Steve Bartylla talks Common Sense Deer Approach
Todays tip is simply to apply the Keep It Simple Stupid marketing approach to hunting and deer & land management, with a side of creativity. Nothing we are doing out in the deer woods is rocket science. Don’t try to make it into that. As importantly, run away from those that pretend they’ve figured out these complex riddles and have all the answers, BUT you have to buy my book, my services or products to understand, as it’s just too complicated to explain. The only thing that’s too complicated to explain is how they’re trying to separate you from your $$$$.
Deer can do somewhat complicated things, but they are ultimately dumb animals, without the power of analytical thought. Everything about them revolves around their survival, perpetuating the species, achieving comfort and filling their stomachs. It really is that simple. They look up in trees in heavily hunted areas for no other reason than we’ve trained them to do so to survive. They run the other way on heavily hunted grounds when they hear rattling, just because so many of us yard apes have tried rattling them in on that same ground so many times before. There are simple reasons behind dang near everything important that they do.
At the same time, don’t confuse KISS with not using our most powerful weapon to its fullest. Specifically, be creative and you will find KISS solutions to many, many things.
Look at a common scenario. We have a 20 acre farm field that the deer are feeding in regularly. The problem is that they’re coming out all over the place. There’s no such thing as a “safe wind” and it doesn’t matter much anyway, as the odds of the buck you want to kill using that one or two trails you’re covering today just isn’t good anyway.
Steve Bartylla talks Deer
That’s where creativity and being unwilling to just settle for what you have come into play. What happens if you hinge cut a 5-10 yard wide band of trees along that field edge (edge feathering)? You just increased browse levels from those tops now being at mouth level and all the new growth that will occur from that band of ground now getting sun. So, our field is now more attractive and offering more food than before.
At the same time, that edge feathering serves as a visual screen. Now, the bucks that want to know what’s in the field need to leave the woods and enter it to see who’s there. That’s another plus for us.
To create those “safe” winds, be sure you hinge the trees between knee and hip height, as well as try to get them to fall in ways that turns that stretch of edge feathering you don’t want the deer entering/exiting through into more of a blockade. Truth be told, it’s hard using just hinge cutting to create impenetrable blockades that deer just can’t cross, but you can sure make it a pain for them. Also, if the trees just aren’t working out well as a blockade, a wooden snow fence or chicken wire ran along that edge will do it for sure, Deer don’t like jumping into that mess of cover, as finding landing spots is a risk.

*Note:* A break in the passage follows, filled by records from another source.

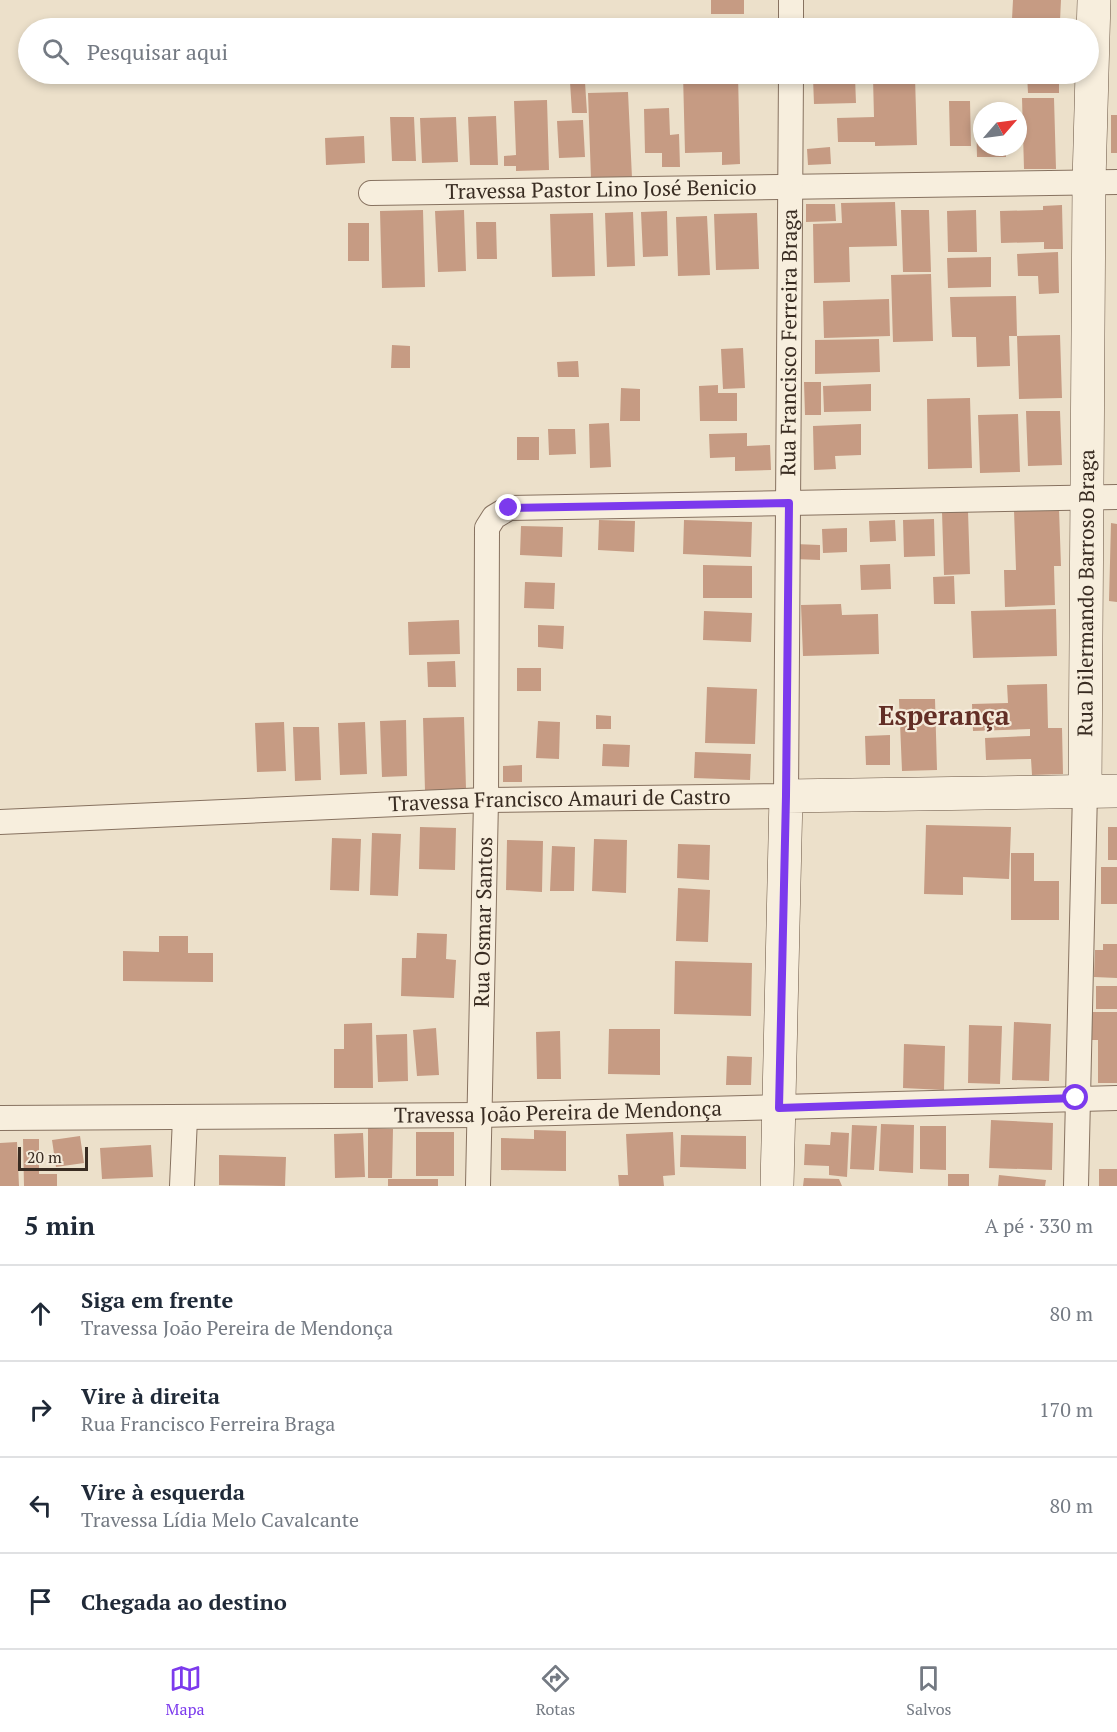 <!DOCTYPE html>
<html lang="pt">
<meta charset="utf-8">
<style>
body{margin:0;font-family:"PT Serif",serif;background:#f6f6f7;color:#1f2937}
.compass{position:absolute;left:973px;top:102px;width:54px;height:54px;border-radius:50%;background:#fff;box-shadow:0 3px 9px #0003;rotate:62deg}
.scale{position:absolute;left:18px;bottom:15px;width:70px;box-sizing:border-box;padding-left:6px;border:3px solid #392c22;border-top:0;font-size:16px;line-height:21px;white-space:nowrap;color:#392c22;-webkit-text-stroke:4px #f4ead9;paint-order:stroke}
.stop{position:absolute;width:18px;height:18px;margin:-14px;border:4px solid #7c3aed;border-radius:50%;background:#fff}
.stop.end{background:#7c3aed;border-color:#fff;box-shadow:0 2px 6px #0008}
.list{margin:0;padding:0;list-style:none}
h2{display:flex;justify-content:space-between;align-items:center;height:78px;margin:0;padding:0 24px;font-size:26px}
h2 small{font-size:20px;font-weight:400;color:#747a83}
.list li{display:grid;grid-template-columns:39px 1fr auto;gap:18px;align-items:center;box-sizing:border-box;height:96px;padding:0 24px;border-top:2px solid #e0e1e3}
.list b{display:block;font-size:22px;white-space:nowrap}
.list p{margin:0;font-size:20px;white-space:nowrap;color:#747a83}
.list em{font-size:20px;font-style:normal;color:#747a83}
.icon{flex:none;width:33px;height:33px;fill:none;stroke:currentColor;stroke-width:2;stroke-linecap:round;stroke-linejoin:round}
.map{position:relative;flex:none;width:1117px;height:1186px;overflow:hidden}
.search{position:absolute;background:#fff;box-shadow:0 3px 9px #0003;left:18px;right:18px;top:18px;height:66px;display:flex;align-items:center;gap:15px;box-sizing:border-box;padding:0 21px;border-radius:33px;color:#747a83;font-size:22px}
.sheet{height:462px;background:#fff}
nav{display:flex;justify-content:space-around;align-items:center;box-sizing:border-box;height:84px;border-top:2px solid #e0e1e3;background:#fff;font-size:16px;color:#747a83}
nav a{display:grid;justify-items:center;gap:3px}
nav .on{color:#7c3aed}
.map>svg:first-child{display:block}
</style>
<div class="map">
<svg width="1117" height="1186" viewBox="0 0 1117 1186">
<rect width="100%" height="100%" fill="#ece0ca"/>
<path fill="#c69b83" d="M711,0H744V14H711Z
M1013,0H1061L1060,21L1012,19Z
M669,22L670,28H632V24Z
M683,74H738L740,164L722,165V152L685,153Z
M1027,74H1059V93H1028Z
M855,77L856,103L814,104L813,78Z
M915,77L917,145L875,146V142H838L837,118L874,117L873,78Z
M570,82H585L587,113H572Z
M628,92L632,178L591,179L588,93Z
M1022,98H1054L1056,169H1024Z
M547,100L549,170L516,171V166H504V156L516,155L514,101Z
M949,101H970L971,146H950Z
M669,108L670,135L679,134L680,167H662V153H645L644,109Z
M1111,115H1117V153H1111Z
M496,116L498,165H470L468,117Z
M982,116V147H1006V157H977L976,117Z
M390,117H414L416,161H392Z
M456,117L458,162L422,163L420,118Z
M583,120L585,157L559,158L557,121Z
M364,136L365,163L326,165L325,138Z
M830,147L831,164L808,165L807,149Z
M895,202L897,246L849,247L850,282L814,283L813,224L842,223L841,203Z
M806,204H835L836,221L806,222Z
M1062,205L1063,249H1044V242L1001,243L1000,211L1043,210V206Z
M423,210L425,287L382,288L380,211Z
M464,210L466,271L438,272L435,211Z
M901,210H929L931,272H903Z
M976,210L977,252H948L947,211Z
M667,211L668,256L643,257L641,212Z
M633,212L635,266L607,267L605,213Z
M593,213L595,276L552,277L550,214Z
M757,213L759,269L716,270L714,214Z
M707,216L710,275L678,276L676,217Z
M476,222H496L497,259H477Z
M348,223H369V261H348Z
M1058,252L1059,293L1039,294L1038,276H1018L1017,254Z
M991,257V287L948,288L947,258Z
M931,274L933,341L893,342L891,275Z
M1016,296L1017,336H1009L1010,366L977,367L976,337H952L950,297Z
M889,299L890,336L824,338L823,301Z
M1060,335L1062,398L1019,399L1017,336Z
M879,339L880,372L815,374V340Z
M392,345L410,346V368H391Z
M743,348L745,388L723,389L721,349Z
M578,361L579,377H558L557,362Z
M804,382H821V415H805Z
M871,384V411L824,412L823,386Z
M718,385V393H737V421H700L699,386Z
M621,388L640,389V421H620Z
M970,398L972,468L928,469L927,399Z
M1026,411H1060L1062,465L1028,466Z
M1018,414L1020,472L980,473L978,415Z
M609,423L611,467L590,468L589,424Z
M861,424V455L835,456L836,469L814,470L813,426Z
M548,429H575L576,454L549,455Z
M747,433V446L770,445L771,470L735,471V457L710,458L709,434Z
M517,437H539V460H517Z
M1059,509L1061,566H1054L1055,605L1005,607L1004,570H1016L1014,510Z
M968,511L970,574L944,575L942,512Z
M934,519L935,556L904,557L903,520Z
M599,520L635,521L634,552L598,550Z
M684,520L752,522L751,557L683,554Z
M895,520L896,541L870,542L869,521Z
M1111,523L1117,524V602L1109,601Z
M521,526L563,527L562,557L520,555Z
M847,528V552L823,553L822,529Z
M795,544L820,545V560L794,559Z
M890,564L891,589L861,590L860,565Z
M703,565L752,566V598H703Z
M954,576L955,604H934L933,577Z
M525,582L555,583L554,609L524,608Z
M841,604L842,615L878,614L879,654L803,656L801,605Z
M1056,609L1057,656L973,658L971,611Z
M704,611L752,613L751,642L703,640Z
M459,620L460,654L409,655L408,622Z
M538,625L564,626L563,649L538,647Z
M455,661L456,687H428L427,662Z
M517,668H541V691H517Z
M1047,684L1048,728H1062L1063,774L1032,775L1031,759L986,760L985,738L1030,736V729L973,731L972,704L1008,703L1007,685Z
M707,687L757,689L755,744L705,743Z
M899,699H935L937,770L902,771Z
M596,715L611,716V729H596Z
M464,717L466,789L425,791L423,718Z
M406,720L407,776L382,777L380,721Z
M538,721L560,722L559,759L536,758Z
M284,722L286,771L257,772L255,723Z
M365,722L367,774L340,775L338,723Z
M293,727H319L321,780L295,781Z
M890,735V765H866L865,736Z
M603,744L630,745L629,767L602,766Z
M695,752L751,754L750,780L694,778Z
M522,765V782H503V766Z
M926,825L1011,827L1009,879L963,877V895L924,894Z
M420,827L456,828L455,870L419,869Z
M1108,827H1117V860H1108Z
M372,833L401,834L398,896L370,895Z
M332,838L361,839L359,891L330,890Z
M594,839L627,840L626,893L592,891Z
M507,840L543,841L542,892L506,890Z
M678,844L710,845L709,880L677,878Z
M552,846L575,847L574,891H550Z
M1011,853H1034V881H1059V920H1011Z
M1101,867H1117V904H1101Z
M678,888L710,890L708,942L676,941Z
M417,933L447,934L446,959L456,960L454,998L401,996L402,958H416Z
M159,936H188V953H213V982L123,981V951L159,952Z
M1103,944H1117V978L1094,977L1095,950H1103Z
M675,961L752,963L751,1016L674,1014Z
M1096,986H1117V1009H1096Z
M1089,1012H1117V1083H1098V1040H1089Z
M1014,1022L1051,1024L1049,1081L1012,1080Z
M372,1023L373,1088H334V1049H344V1024Z
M969,1025L1002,1026L1000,1084L968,1083Z
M436,1028L439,1075L417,1076L413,1030Z
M609,1029H660V1075L608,1074Z
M560,1031L561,1079H537L536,1032Z
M407,1034L408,1081L378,1082L376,1035Z
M904,1044L945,1046L944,1090L903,1088Z
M727,1056L752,1057L751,1085H726Z
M991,1120L1053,1123L1052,1170L989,1168Z
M881,1124L914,1125L913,1173L879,1171Z
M852,1125L877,1126L874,1170L850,1169Z
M920,1126H946V1170L920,1169Z
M368,1128L393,1129L392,1178H368Z
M534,1130L566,1131V1171L501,1170V1138L534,1139Z
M416,1132H454V1176H416Z
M673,1132L675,1175L663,1176L664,1186H619L618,1175H628L626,1134Z
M831,1132L849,1133L847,1177L829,1175V1166L804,1165L805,1144L830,1145Z
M363,1133L365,1177L335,1178L334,1134Z
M681,1135L746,1136V1169L680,1167Z
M80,1136L84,1163L56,1167L52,1140Z
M23,1139H39V1174H57V1186H24Z
M17,1142L19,1186H0V1143Z
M151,1145L153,1177L102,1179L100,1148Z
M219,1155L286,1157L285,1186L219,1185Z
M1099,1169H1117V1186H1099Z
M948,1174H969V1186H948Z
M999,1175L1046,1180L1045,1186H998Z
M804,1178L839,1179L842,1186H803Z
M388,1179H438V1186H388Z"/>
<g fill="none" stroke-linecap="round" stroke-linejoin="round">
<g stroke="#877260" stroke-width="26">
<g id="street">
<path d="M791,0V28"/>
<path id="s1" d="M371,193L1117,182"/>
<path id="s2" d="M0,822L486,800L786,796L791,74"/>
<path id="s3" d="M0,1118L480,1115L1117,1098"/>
<path d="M182,1186L185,1118"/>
<path id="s4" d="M478,1186L486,800L487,528L494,517L509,508L1117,497"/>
<path d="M1076,1186L1085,791"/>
</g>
</g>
<g stroke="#695443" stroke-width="34">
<g id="secondary">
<path id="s5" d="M1085,791L1089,182L1094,0"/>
<path d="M777,1186L786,796L1117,791"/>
</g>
</g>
<use href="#street" stroke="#f7eedd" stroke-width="24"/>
<use href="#secondary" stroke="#f7eedd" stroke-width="33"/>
</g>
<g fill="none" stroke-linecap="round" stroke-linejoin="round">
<path stroke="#7c3aed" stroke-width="8" d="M509,508L789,503L786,796L779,1108L1076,1098"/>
</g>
<g text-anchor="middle" stroke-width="4.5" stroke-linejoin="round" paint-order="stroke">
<g font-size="21" fill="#392c22" stroke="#f4ead9">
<text dy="7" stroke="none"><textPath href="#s1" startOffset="230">Travessa Pastor Lino José Benicio</textPath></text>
<text dy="7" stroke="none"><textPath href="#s2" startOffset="1240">Rua Francisco Ferreira Braga</textPath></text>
<text dy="7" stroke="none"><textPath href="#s5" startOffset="198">Rua Dilermando Barroso Braga</textPath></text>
<text dy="7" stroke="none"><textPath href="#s2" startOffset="560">Travessa Francisco Amauri de Castro</textPath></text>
<text dy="7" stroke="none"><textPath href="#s4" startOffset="264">Rua Osmar Santos</textPath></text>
<text dy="7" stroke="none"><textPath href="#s3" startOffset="558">Travessa João Pereira de Mendonça</textPath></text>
</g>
<g font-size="27" font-weight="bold" fill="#622e25" stroke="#f4ead9">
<text x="944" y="725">Esperança</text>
</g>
</g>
</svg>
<svg class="compass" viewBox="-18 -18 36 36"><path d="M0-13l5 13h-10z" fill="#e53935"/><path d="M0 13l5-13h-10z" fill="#747a83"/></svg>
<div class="scale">20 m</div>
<div class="stop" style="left:1076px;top:1098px"></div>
<div class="stop end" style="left:509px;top:508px"></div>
<div class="search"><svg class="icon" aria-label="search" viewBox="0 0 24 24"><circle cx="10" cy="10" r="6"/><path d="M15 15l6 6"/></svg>Pesquisar aqui</div>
</div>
<section class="sheet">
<h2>5 min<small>A pé · 330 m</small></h2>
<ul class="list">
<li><svg class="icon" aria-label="ahead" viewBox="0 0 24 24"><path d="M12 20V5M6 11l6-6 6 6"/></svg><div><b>Siga em frente</b><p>Travessa João Pereira de Mendonça</p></div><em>80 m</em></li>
<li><svg class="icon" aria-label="right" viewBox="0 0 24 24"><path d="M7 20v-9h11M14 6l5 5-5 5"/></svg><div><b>Vire à direita</b><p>Rua Francisco Ferreira Braga</p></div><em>170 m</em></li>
<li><svg class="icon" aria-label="left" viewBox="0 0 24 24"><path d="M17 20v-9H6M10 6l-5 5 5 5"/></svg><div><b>Vire à esquerda</b><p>Travessa Lídia Melo Cavalcante</p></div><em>80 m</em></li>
<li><svg class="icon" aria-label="arrive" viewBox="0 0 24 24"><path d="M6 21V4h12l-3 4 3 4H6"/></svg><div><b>Chegada ao destino</b></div></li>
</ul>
</section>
<nav>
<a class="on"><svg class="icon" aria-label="map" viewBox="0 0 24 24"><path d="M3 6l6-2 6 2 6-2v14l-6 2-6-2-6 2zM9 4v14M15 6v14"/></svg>Mapa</a>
<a><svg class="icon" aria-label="directions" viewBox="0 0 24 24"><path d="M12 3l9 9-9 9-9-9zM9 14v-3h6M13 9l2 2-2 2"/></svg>Rotas</a>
<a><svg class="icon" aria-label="saved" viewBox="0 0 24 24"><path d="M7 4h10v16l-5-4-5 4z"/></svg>Salvos</a>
</nav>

At the same time, leave a 32″ish wide opening within bow range of your stand, on a trail that’s already being used well, in a safe wind area. Do deer HAVE to use that opening? No, but it sure is a lot easier than crawling through that 5-10 yard wide band of regrowth and criss crossing trees. Slap a scrape tree out front of the stand in the field, bury a water trough next to that opening in the edge feathering and you just gave them two more good reasons to come out there.
Now, all you really have to worry about is getting out safely after dark. So, make yourself a trail out on the backside of the edge feathering. Now, on a PM hunt, you walk in across the field, with the edge feathering hiding you from the deer in the woods and walk out on the back side of the edge feathering, so it’s hiding you from the deer now in the field.
Nothing just covered is complex at all. All we had to do was use our brain to come up with a slightly creative, fairly dang easy/straight forward solution to our problem. The videos below are of deer doing exactly what we want in that exact same situation. The stand is 15 yards off the right side of the vid. It wasn’t a horrible location before, but it was very risky and a frustrating place to sit (great for seeing deer, bad for killing them). As you can see, it’s a great location now, and pretty darn safe/low impact.
KISS, but never be willing to settle for OK, when you can make a few changes and have great, instead.